* Source data *
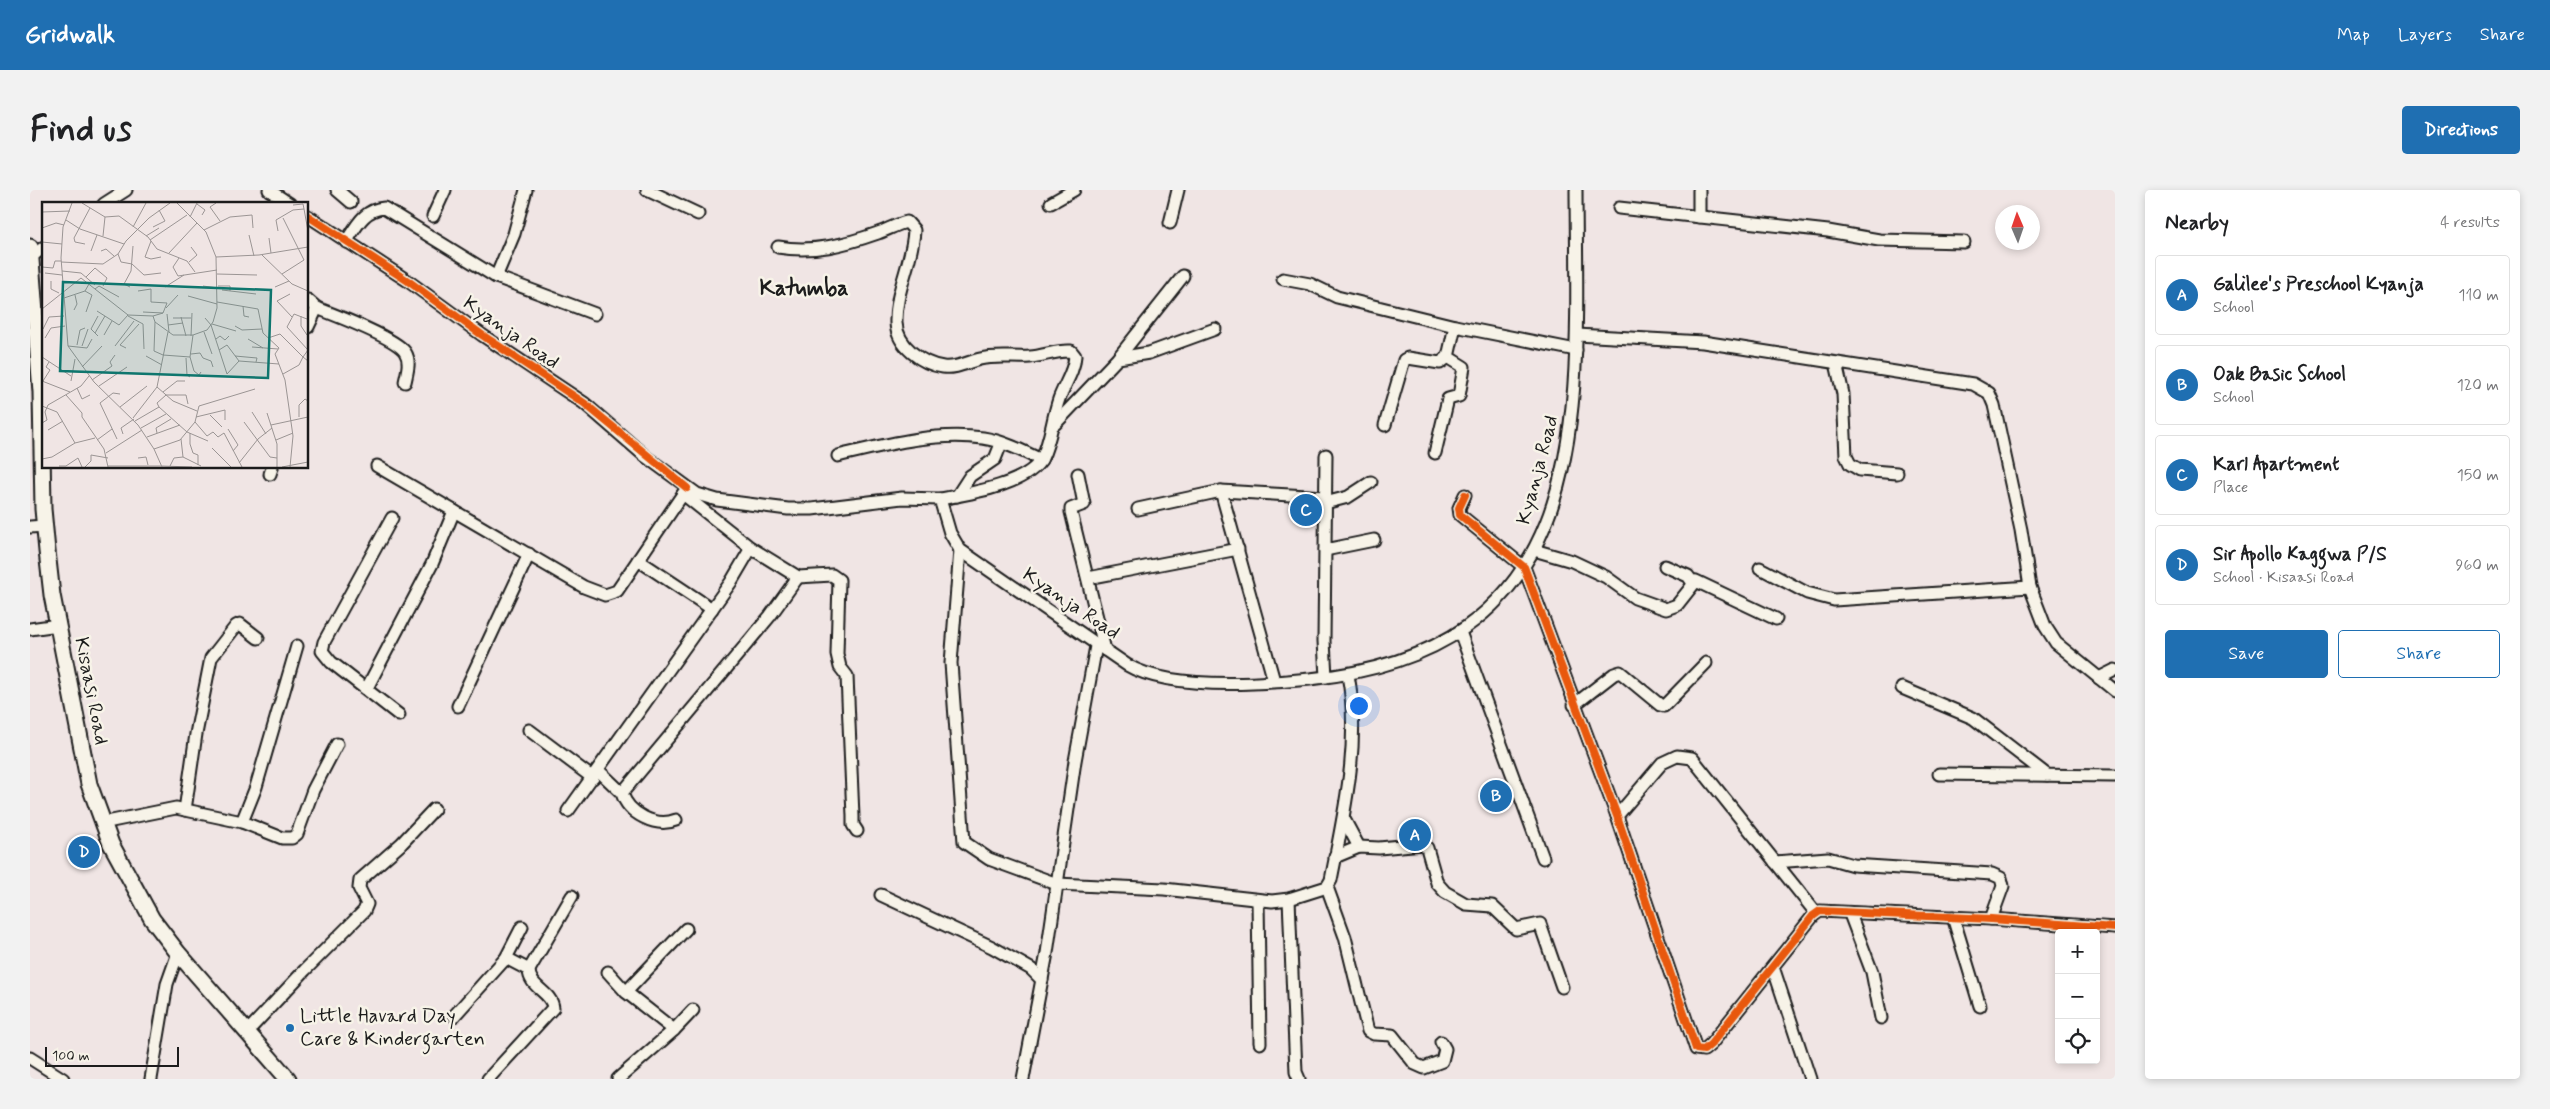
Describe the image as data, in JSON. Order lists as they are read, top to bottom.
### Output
{
  "streets": {
    "main road": ["Kisaasi Road"],
    "street": ["Kyanja Road"]
  },
  "districts": ["Katumba"],
  "places": ["Little Havard Day Care & Kindergarten"],
  "scale_bar": "100 m",
  "north": "top",
  "page": {
    "header": "Gridwalk",
    "nav": ["Map", "Layers", "Share"],
    "buttons": [
      "Directions",
      ["Save", "Share"]
    ],
    "title": "Find us",
    "heading": ["Nearby", "4 results"],
    "list": [
      {
        "mark": "A",
        "name": "Galilee's Preschool Kyanja",
        "note": "School",
        "value": "110 m"
      },
      {
        "mark": "B",
        "name": "Oak Basic School",
        "note": "School",
        "value": "120 m"
      },
      {
        "mark": "C",
        "name": "Karl Apartment",
        "note": "Place",
        "value": "150 m"
      },
      {
        "mark": "D",
        "name": "Sir Apollo Kaggwa P/S",
        "note": "School · Kisaasi Road",
        "value": "960 m"
      }
    ],
    "pins": [
      "C",
      "B",
      "A",
      "D"
    ],
    "map_buttons": ["+", "−"],
    "scale": "100 m"
  }
}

* Problem *
What you return must match the records letter for letter, except that the pictures stay out.

* Result for this task *
Describe the image as data, in JSON. Order lists as they are read, top to bottom.
### Output
{
  "streets": {
    "main road": ["Kisaasi Road"],
    "street": ["Kyanja Road"]
  },
  "districts": ["Katumba"],
  "places": ["Little Havard Day Care & Kindergarten"],
  "scale_bar": "100 m",
  "north": "top",
  "page": {
    "header": "Gridwalk",
    "nav": ["Map", "Layers", "Share"],
    "buttons": [
      "Directions",
      ["Save", "Share"]
    ],
    "title": "Find us",
    "heading": ["Nearby", "4 results"],
    "list": [
      {
        "mark": "A",
        "name": "Galilee's Preschool Kyanja",
        "note": "School",
        "value": "110 m"
      },
      {
        "mark": "B",
        "name": "Oak Basic School",
        "note": "School",
        "value": "120 m"
      },
      {
        "mark": "C",
        "name": "Karl Apartment",
        "note": "Place",
        "value": "150 m"
      },
      {
        "mark": "D",
        "name": "Sir Apollo Kaggwa P/S",
        "note": "School · Kisaasi Road",
        "value": "960 m"
      }
    ],
    "pins": [
      "C",
      "B",
      "A",
      "D"
    ],
    "map_buttons": ["+", "−"],
    "scale": "100 m"
  }
}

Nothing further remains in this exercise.